Читать книгу The Italians: Franco, Dominic and Valentino: The Man Who Risked It All / The Moretti Arrangement / Valentino's Pregnancy Bombshell - Michelle Reid - Страница 13
CHAPTER SIX
ОглавлениеTHROBBING with the need to just turn around, walk out of there and never come back again, Lexi felt nailed to the spot by the rush of emotions that flooded inside her. She was hurting. She was hurting so badly she might as well have been standing there like this three and a half years ago, witnessing their betrayal. They even had a bed there as a gut jerking prop.
A barely controllable desire to go over there and yank the dainty, black clad figure away from Franco and then punch him on his red lipstick stained mouth almost got the better of her. At that precise moment she did not care that Claudia was Marco’s kid sister, or that the two of them had every excuse to be indulging in a moment of shared agony.
How had Claudia got in here anyway? Had Zeta let her in? Pietro? One of the maids? Did Claudia have such a free run of this house that she could stroll into Franco’s bedroom without needing permission from anyone?
As if she’d been dropped behind a haze of misty red, she watched as Franco glanced up and noticed her standing here.
‘Lexi,’ he murmured, and sounded so thick and strained that the swinging punch scenario replayed itself in her head. He was either really turned on or close to tears, and the latter she refused to accept—mainly because it just didn’t suit the unforgiving frame of mind she was in.
It clearly didn’t suit him either, because she saw two streaks of colour shoot high across his cheeks.
Guilty and with an eye witness, she noted.
She hated him.
Claudia lifted her face up off his chest and turned her beautiful dark head. She was two years older than Lexi. Once upon a time those two years had felt more like a decade to Lexi, in smooth sophistication and worldly experience. Now the age-gap felt like nothing at all, and Claudia’s amazing sloe-shaped bottomless black eyes were still the most exotically beautiful eyes she had ever seen. She looked nothing like her light-haired, blue-eyed brother. She certainly did not have Marco’s sunny temperament. Claudia was devious, calculating and jealously possessive of both her brother and of Franco.

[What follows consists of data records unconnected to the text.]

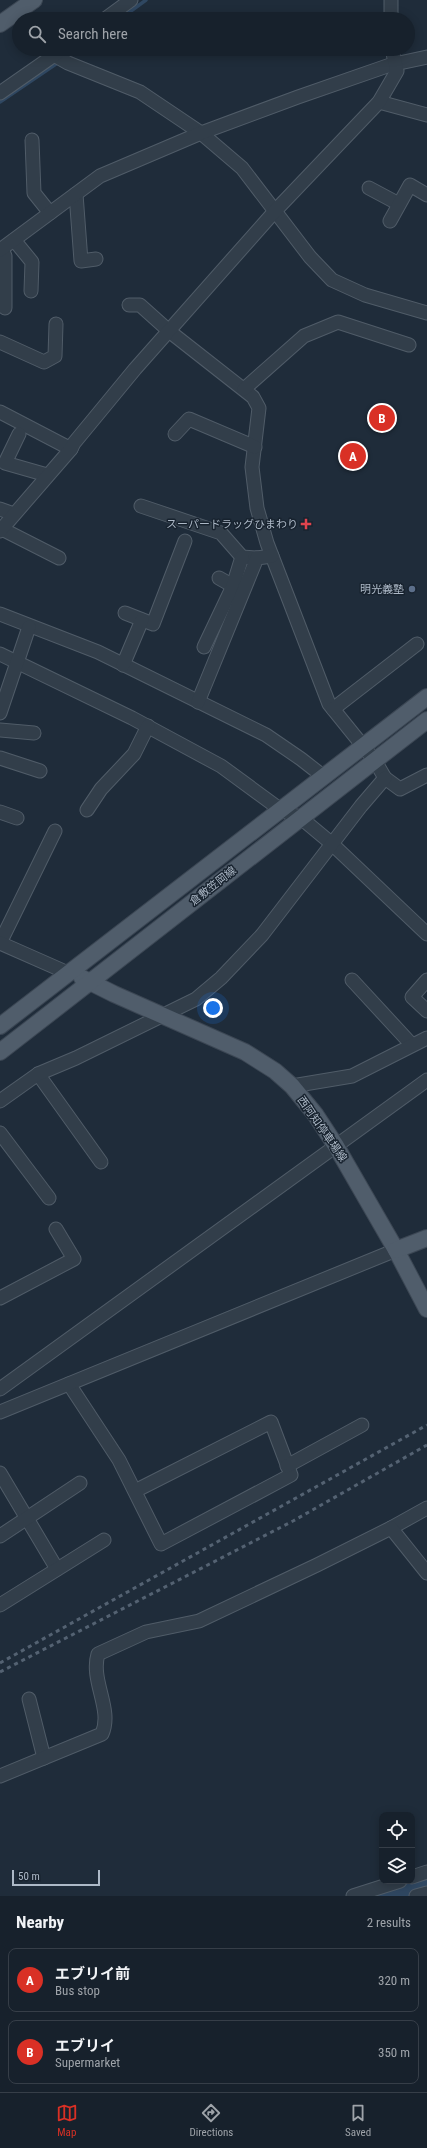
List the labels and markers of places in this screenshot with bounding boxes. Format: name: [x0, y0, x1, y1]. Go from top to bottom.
pin: B: [369, 403, 395, 433]
pin: A: [340, 441, 366, 471]
place label: スーパードラッグひまわり: [166, 518, 298, 531]
marker: スーパードラッグひまわり: [301, 519, 311, 529]
place label: 明光義塾: [360, 583, 404, 596]
marker: 明光義塾: [407, 584, 417, 594]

‘Lexi,’ Marco’s beautiful sister whispered as she climbed slowly to her feet. ‘I did not expect to see you here.’
Lexi believed it. Claudia was so visibly shocked to see her standing there she could not contain the horror from sounding in her voice.

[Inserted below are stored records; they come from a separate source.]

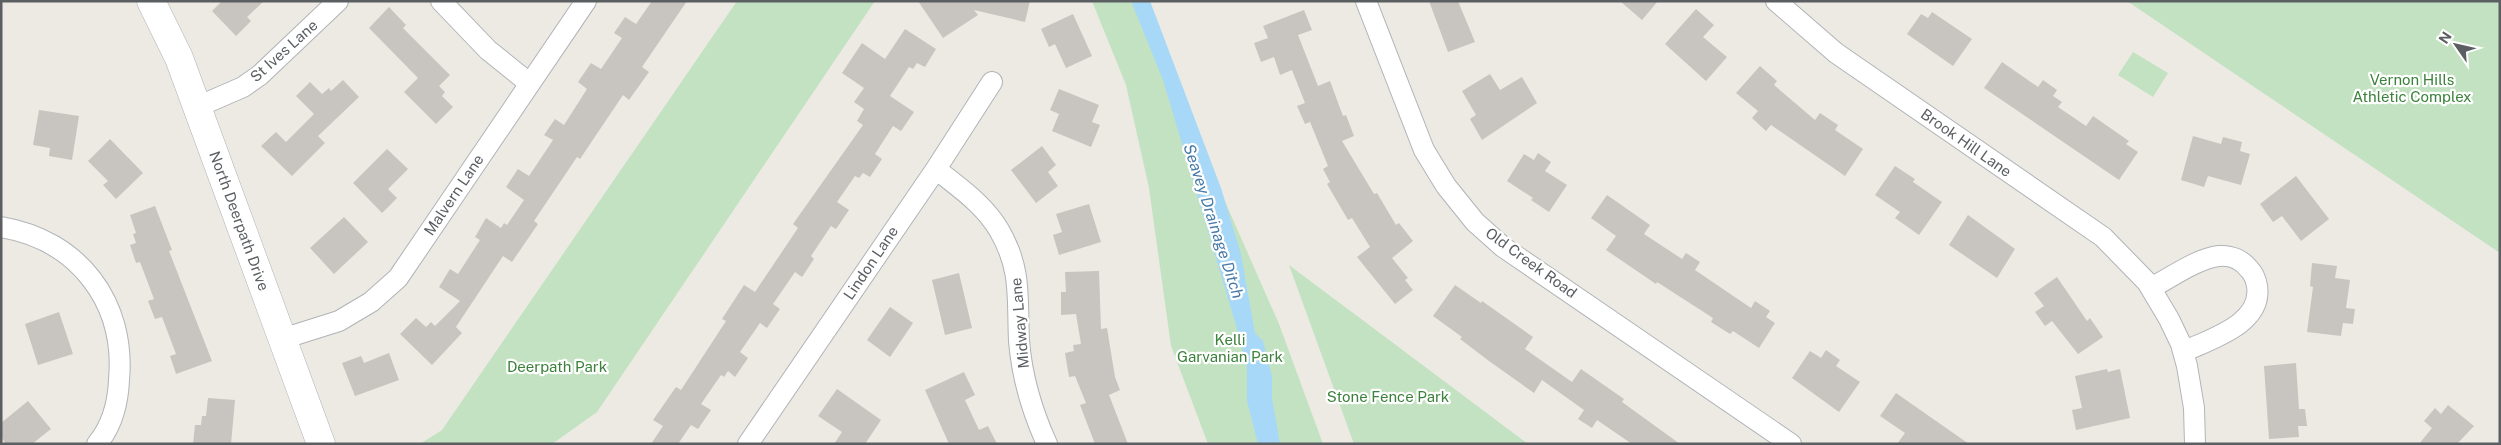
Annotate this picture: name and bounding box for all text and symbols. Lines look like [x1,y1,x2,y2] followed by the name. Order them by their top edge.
[247,16,321,85] street label: St Ives Lane
[2431,20,2481,70] north arrow
[2436,29,2455,47] text: N
[2352,71,2472,105] park label: Vernon Hills Athletic Complex
[1918,105,2015,180] street label: Brook Hill Lane
[1180,141,1248,301] water label: Seavey Drainage Ditch
[206,149,273,293] street label: North Deerpath Drive
[420,151,487,238] street label: Malvern Lane
[840,223,901,303] street label: Lindon Lane
[1482,224,1580,301] street label: Old Creek Road
[1007,277,1032,369] street label: Midway Lane
[1177,331,1283,365] park label: Kelli Garvanian Park
[507,358,607,375] park label: Deerpath Park
[1327,388,1449,405] park label: Stone Fence Park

Lexi did not spare Franco another glance. Her insides had gone into meltdown and were churning up with the ugliest kind of bitterness. It took all of her control to keep breathing in and out. She kept her eyes focused on Claudia, who was wearing the silver wash of tears glistening on the tips of her long black eyelashes.
Crocodile tears? No, that was just too mean for her even to think it.

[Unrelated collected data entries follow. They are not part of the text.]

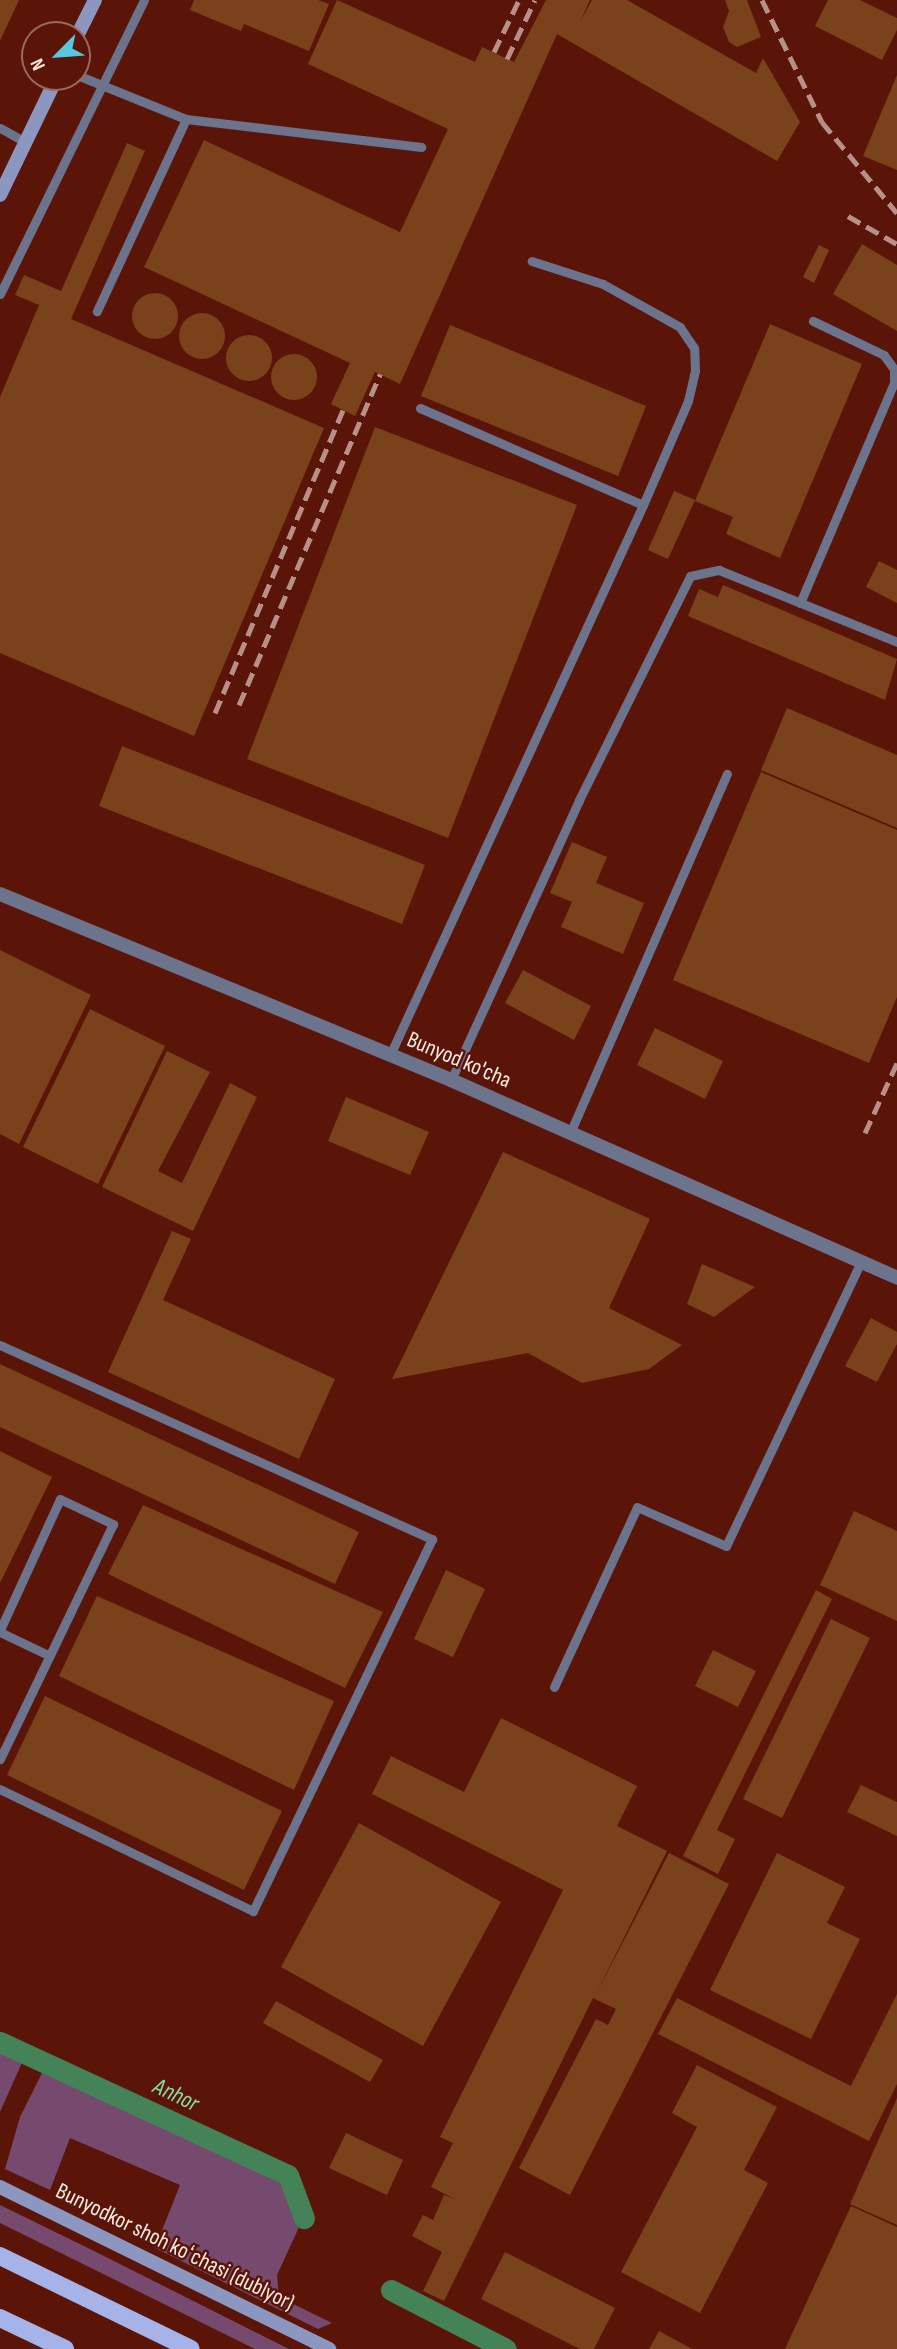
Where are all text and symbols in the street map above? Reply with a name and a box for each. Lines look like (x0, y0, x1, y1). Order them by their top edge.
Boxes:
north arrow (21, 21, 91, 91)
text: N (26, 55, 51, 74)
street label: Bunyod ko'cha (403, 1026, 515, 1094)
water label: Anhor (149, 2072, 203, 2118)
street label: Bunyodkor shoh koʻchasi (dublyor) (51, 2177, 299, 2317)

Claudia had just lost her beloved brother, after all. Of course she would want to come here and commiserate with Franco over their mutual loss. She had the right.
But it was still difficult for Lexi to part her bloodless lips and murmur, ‘Hello, Claudia,’ peeling her tense fingers off the door handle and still feeling the tension in them when she dropped them to her sides.
Deep breath, Lexi. Walk forward, she instructed her legs, which tingled because they did not want her to go anywhere near Claudia Clemente. ‘I’m so very sorry about Marco.’
At least that was a genuine response. She offered commiserating kisses to the other woman’s cheeks and felt Claudia’s floral perfume dry her throat. From the corner of her eye she caught the way Franco’s facial muscles clenched when she said Marco’s name.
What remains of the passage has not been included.